*** Opening MATERIAL FOR THIS EXERCISE ***

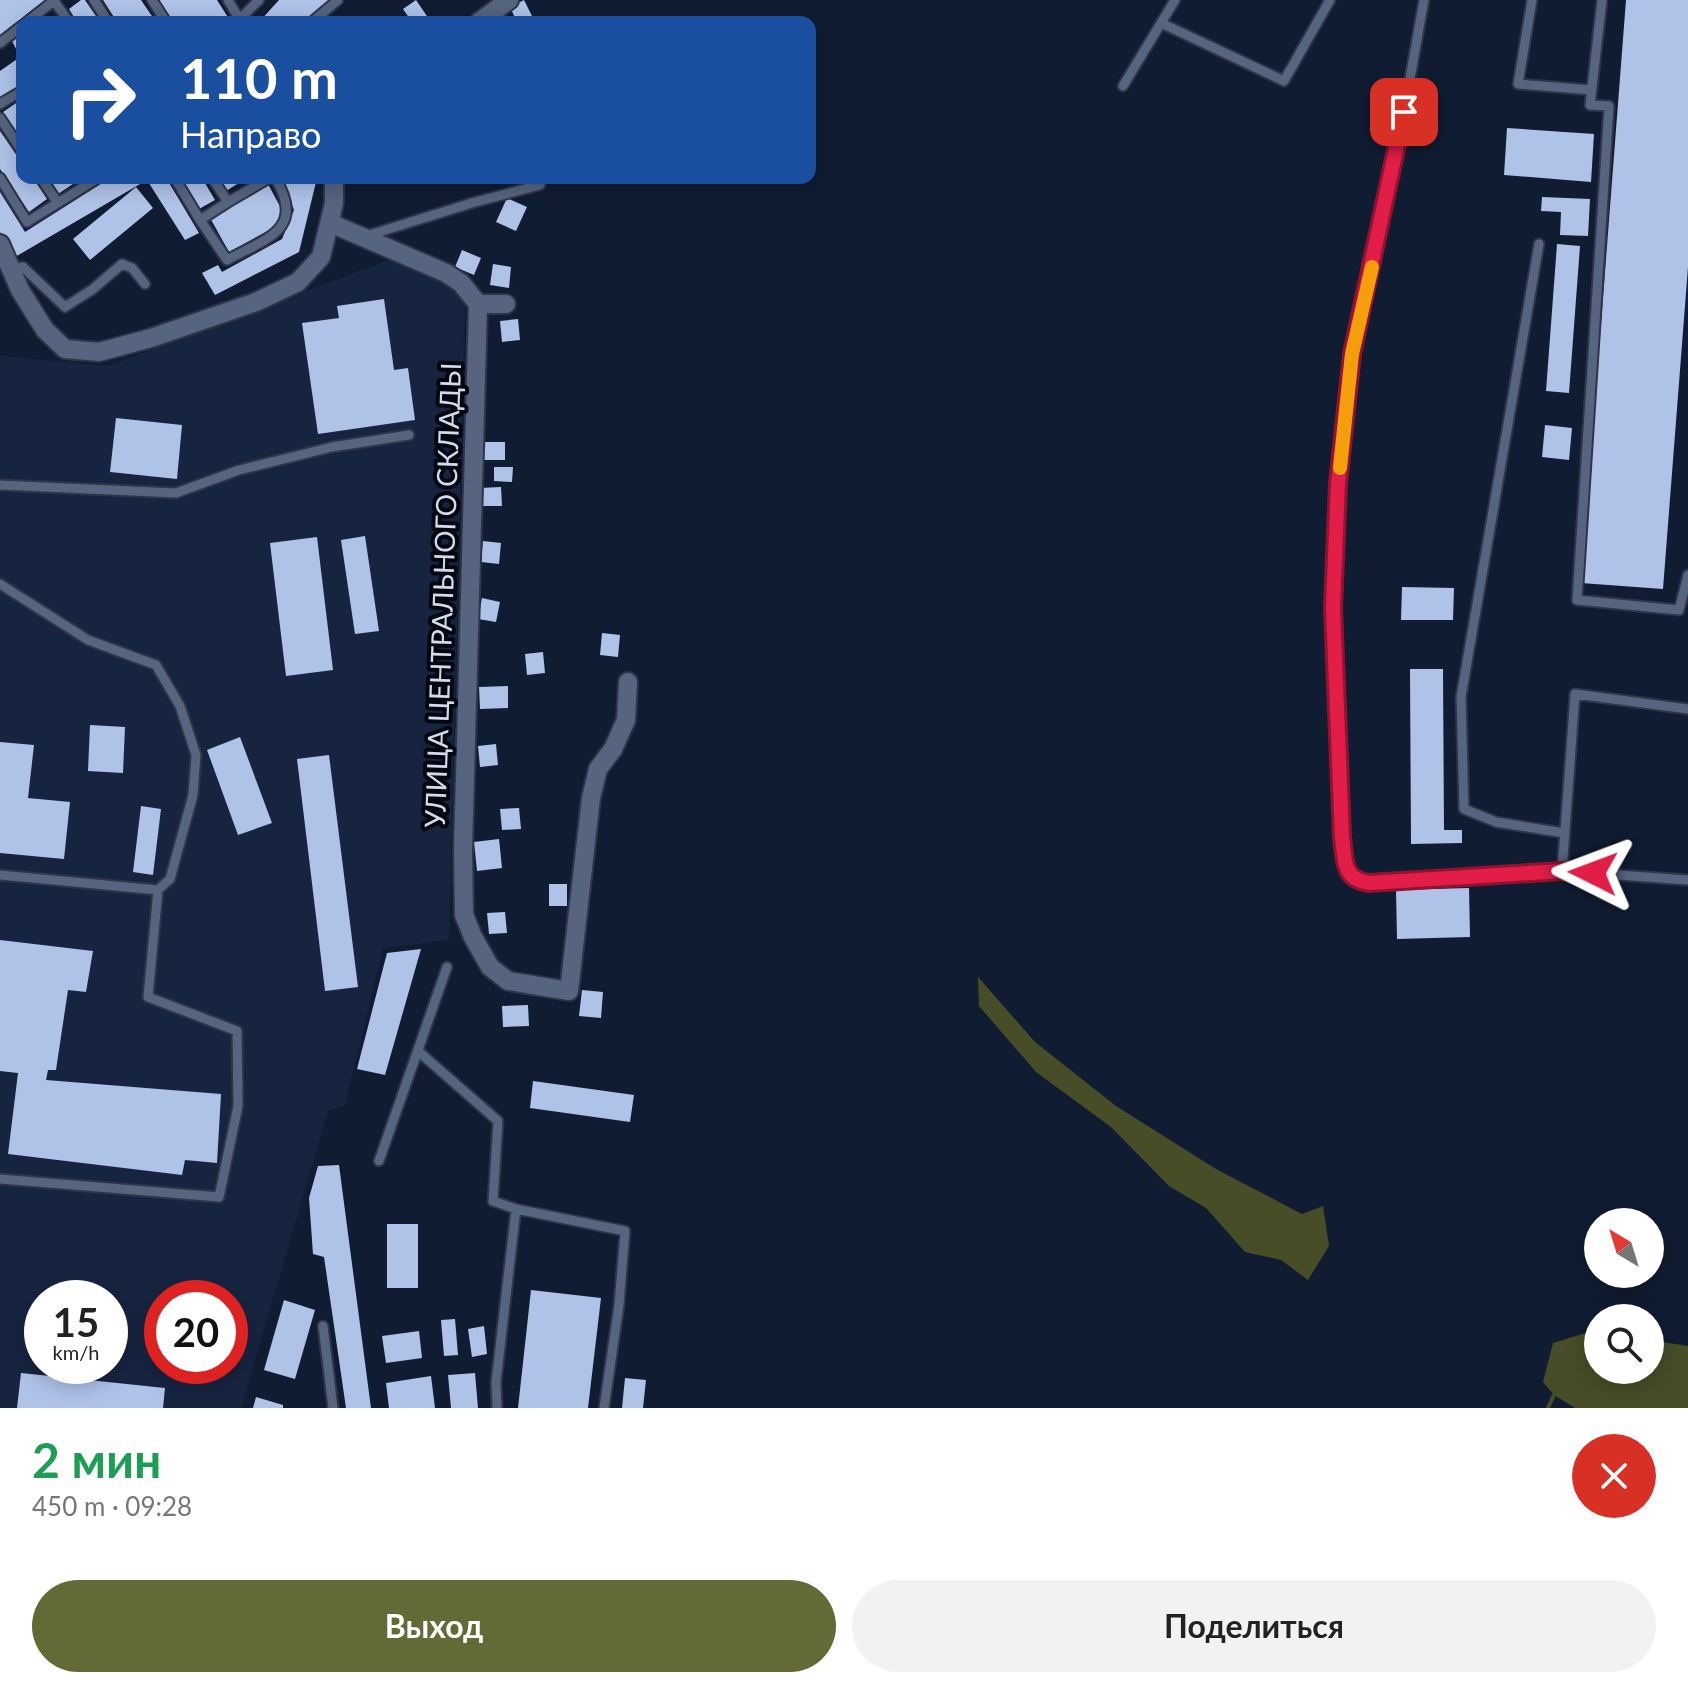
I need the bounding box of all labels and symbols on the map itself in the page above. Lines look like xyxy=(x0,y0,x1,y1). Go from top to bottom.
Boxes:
pin xyxy=(1370,78,1438,146)
street label: УЛИЦА ЦЕНТРАЛЬНОГО СКЛАДЫ xyxy=(417,362,467,828)
position arrow xyxy=(1551,831,1635,915)
north arrow xyxy=(1584,1208,1664,1288)
speed limit sign: 20 xyxy=(144,1280,248,1384)

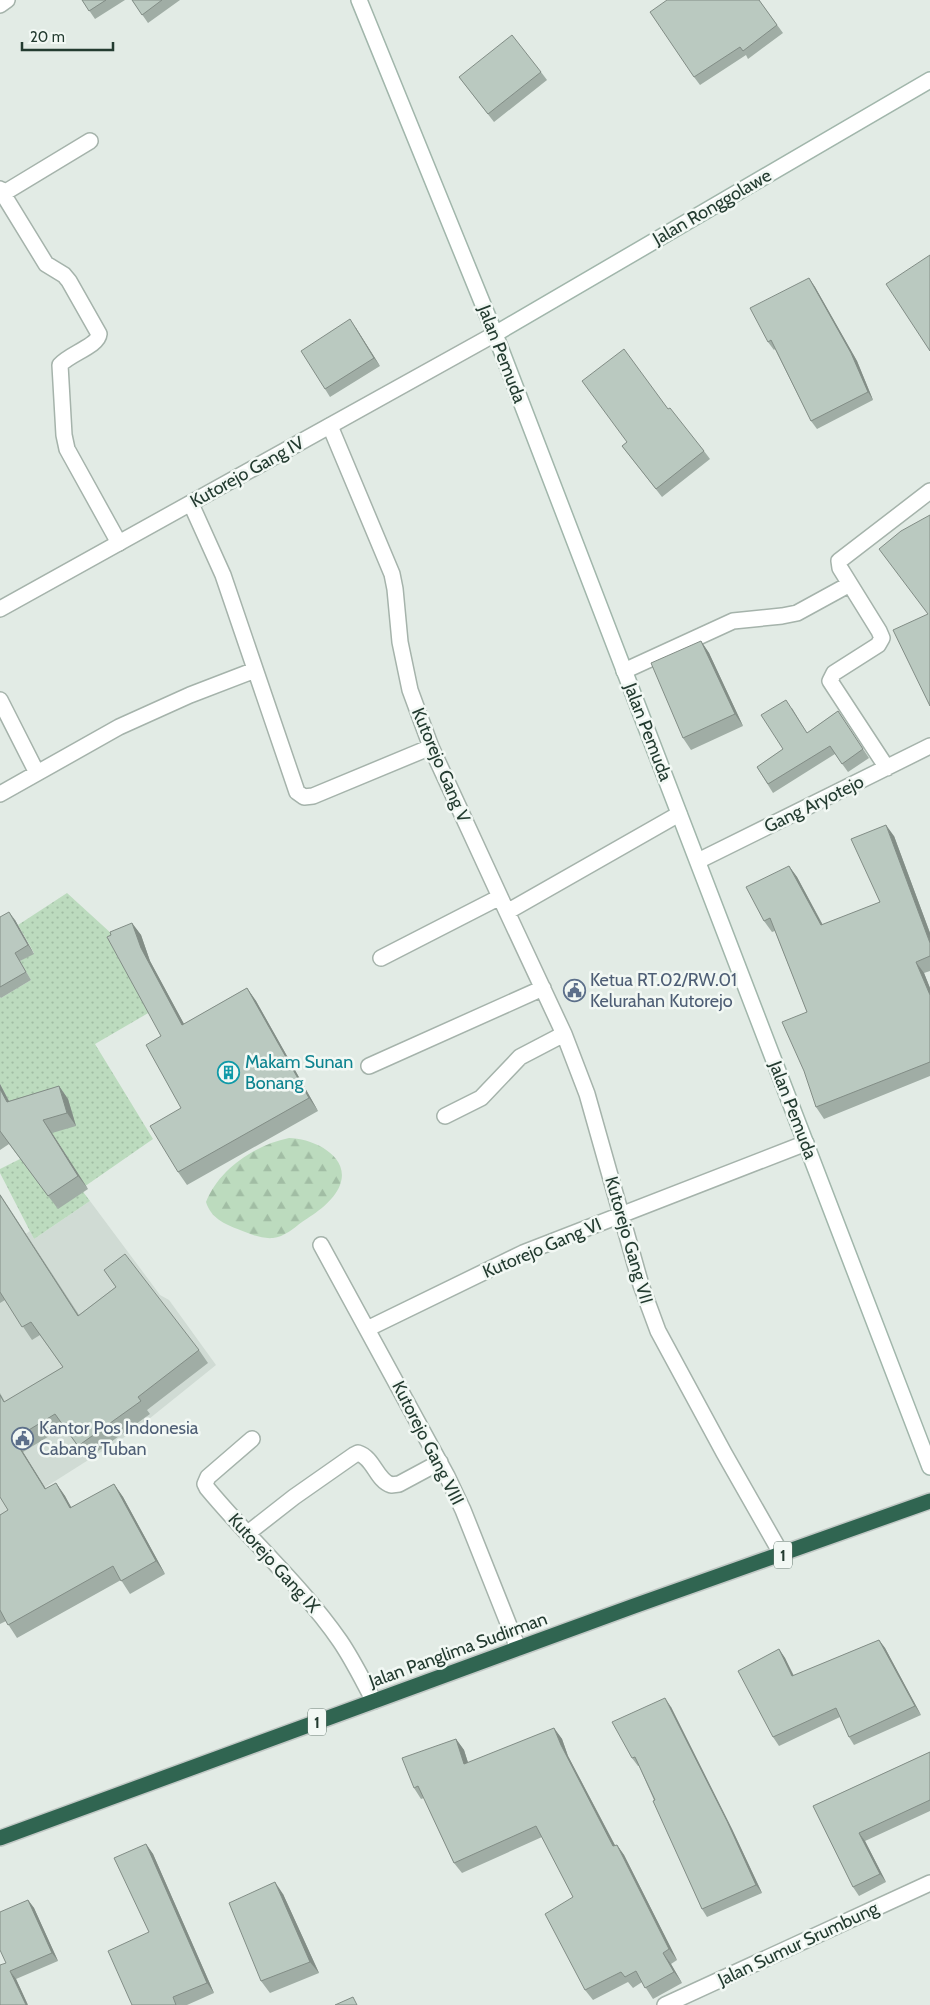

*** Closing MATERIAL FOR THIS EXERCISE ***

- WORK INSTRUCTION
Write out the entries above word for word. Do not include the pictures.

- EXERCISE ANSWER
I need the bounding box of all labels and symbols on the map itself in the page above. Lines look like xyxy=(x0,y0,x1,y1). Go from top to bottom.
Boxes:
pin xyxy=(1370,78,1438,146)
street label: УЛИЦА ЦЕНТРАЛЬНОГО СКЛАДЫ xyxy=(417,362,467,828)
position arrow xyxy=(1551,831,1635,915)
north arrow xyxy=(1584,1208,1664,1288)
speed limit sign: 20 xyxy=(144,1280,248,1384)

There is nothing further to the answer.